-- WORK ITEM --
Print the data exactly as written, line for line, and leave its pictures behind.

-- DATA FOR PROCESSING --
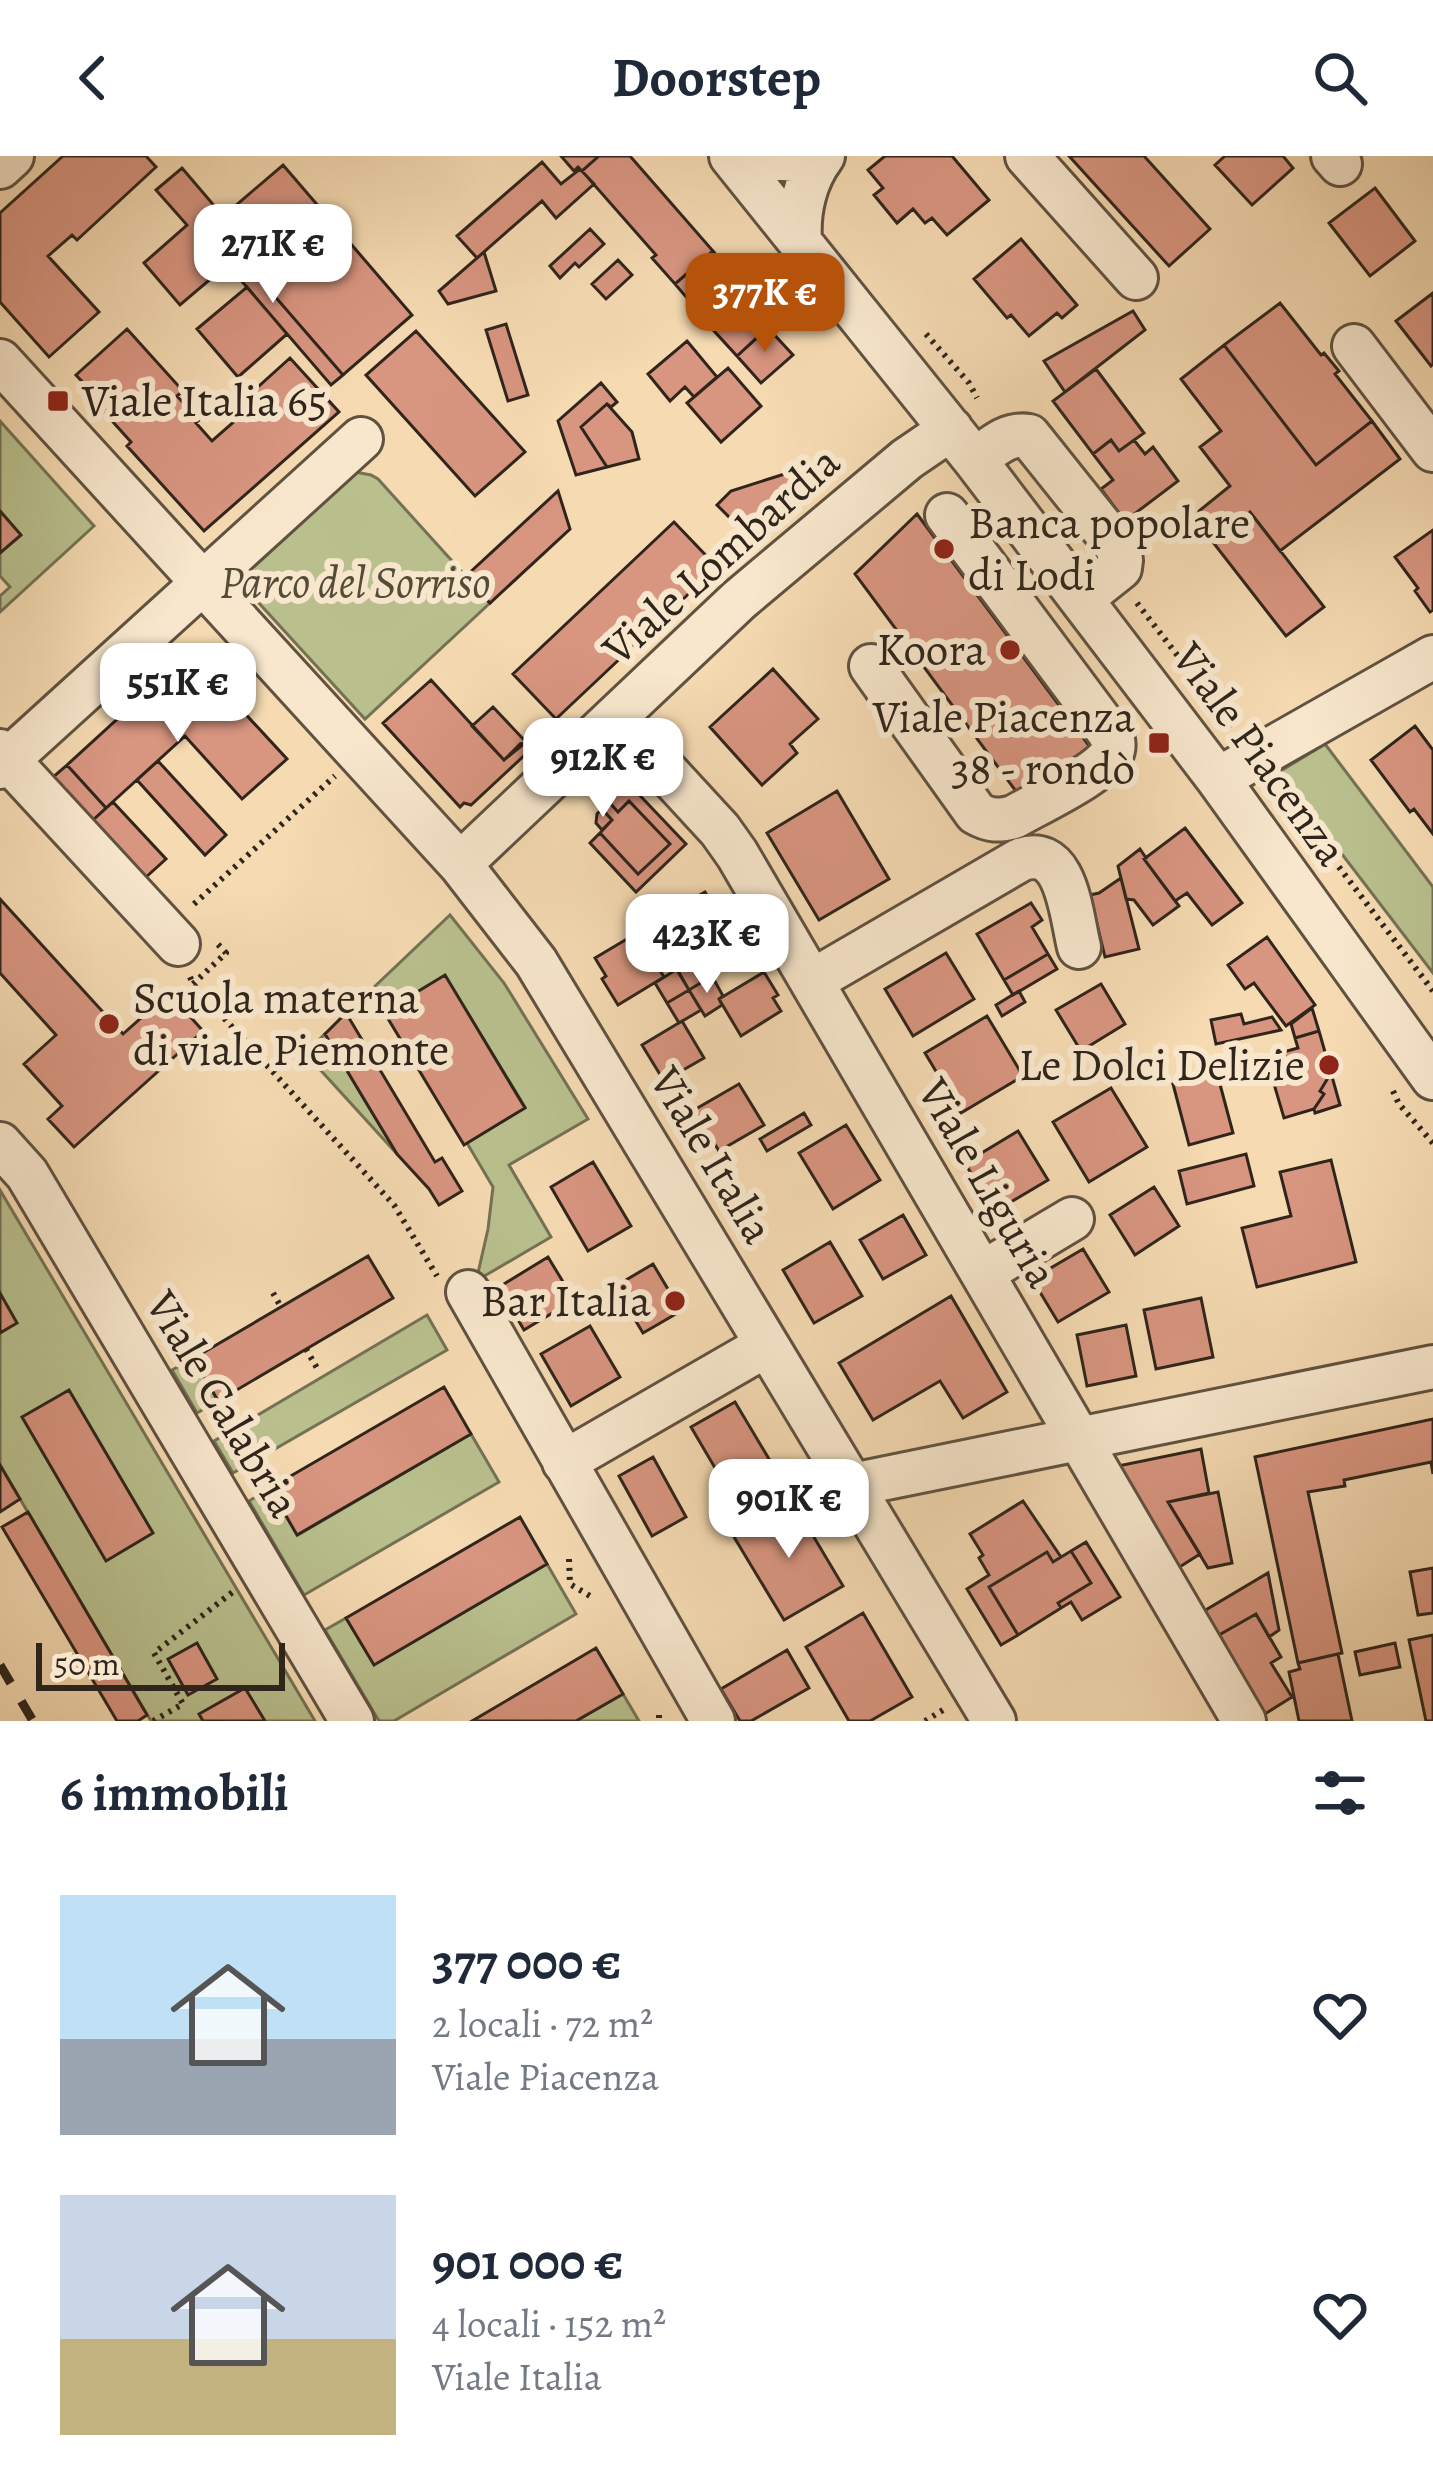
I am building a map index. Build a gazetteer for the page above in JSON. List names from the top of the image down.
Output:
{
  "streets": {
    "street": [
      "Viale Lombardia",
      "Viale Piacenza",
      "Viale Italia",
      "Viale Liguria",
      "Viale Calabria"
    ]
  },
  "crossings": [
    ["Viale Lombardia", "Viale Piacenza"],
    ["Viale Lombardia", "Viale Italia"],
    ["Viale Lombardia", "Viale Liguria"]
  ],
  "parks": ["Parco del Sorriso"],
  "places": {
    "transit": ["Viale Italia 65", "Viale Piacenza 38 - rondò"],
    "other": [
      "Banca popolare di Lodi",
      "Koora",
      "Scuola materna di viale Piemonte",
      "Le Dolci Delizie",
      "Bar Italia"
    ]
  },
  "scale_bar": "50 m",
  "page": {
    "header": "Doorstep",
    "price": [
      "271K €",
      "377K €",
      "551K €",
      "912K €",
      "423K €",
      "901K €"
    ],
    "scale": "50 m",
    "heading": "6 immobili",
    "list": [
      {
        "name": "377 000 €",
        "note": "2 locali · 72 m² · Viale Piacenza"
      },
      {
        "name": "901 000 €",
        "note": "4 locali · 152 m² · Viale Italia"
      }
    ]
  }
}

-- TASK OUTPUT --
I am building a map index. Build a gazetteer for the page above in JSON. List names from the top of the image down.
Output:
{
  "streets": {
    "street": [
      "Viale Lombardia",
      "Viale Piacenza",
      "Viale Italia",
      "Viale Liguria",
      "Viale Calabria"
    ]
  },
  "crossings": [
    ["Viale Lombardia", "Viale Piacenza"],
    ["Viale Lombardia", "Viale Italia"],
    ["Viale Lombardia", "Viale Liguria"]
  ],
  "parks": ["Parco del Sorriso"],
  "places": {
    "transit": ["Viale Italia 65", "Viale Piacenza 38 - rondò"],
    "other": [
      "Banca popolare di Lodi",
      "Koora",
      "Scuola materna di viale Piemonte",
      "Le Dolci Delizie",
      "Bar Italia"
    ]
  },
  "scale_bar": "50 m",
  "page": {
    "header": "Doorstep",
    "price": [
      "271K €",
      "377K €",
      "551K €",
      "912K €",
      "423K €",
      "901K €"
    ],
    "scale": "50 m",
    "heading": "6 immobili",
    "list": [
      {
        "name": "377 000 €",
        "note": "2 locali · 72 m² · Viale Piacenza"
      },
      {
        "name": "901 000 €",
        "note": "4 locali · 152 m² · Viale Italia"
      }
    ]
  }
}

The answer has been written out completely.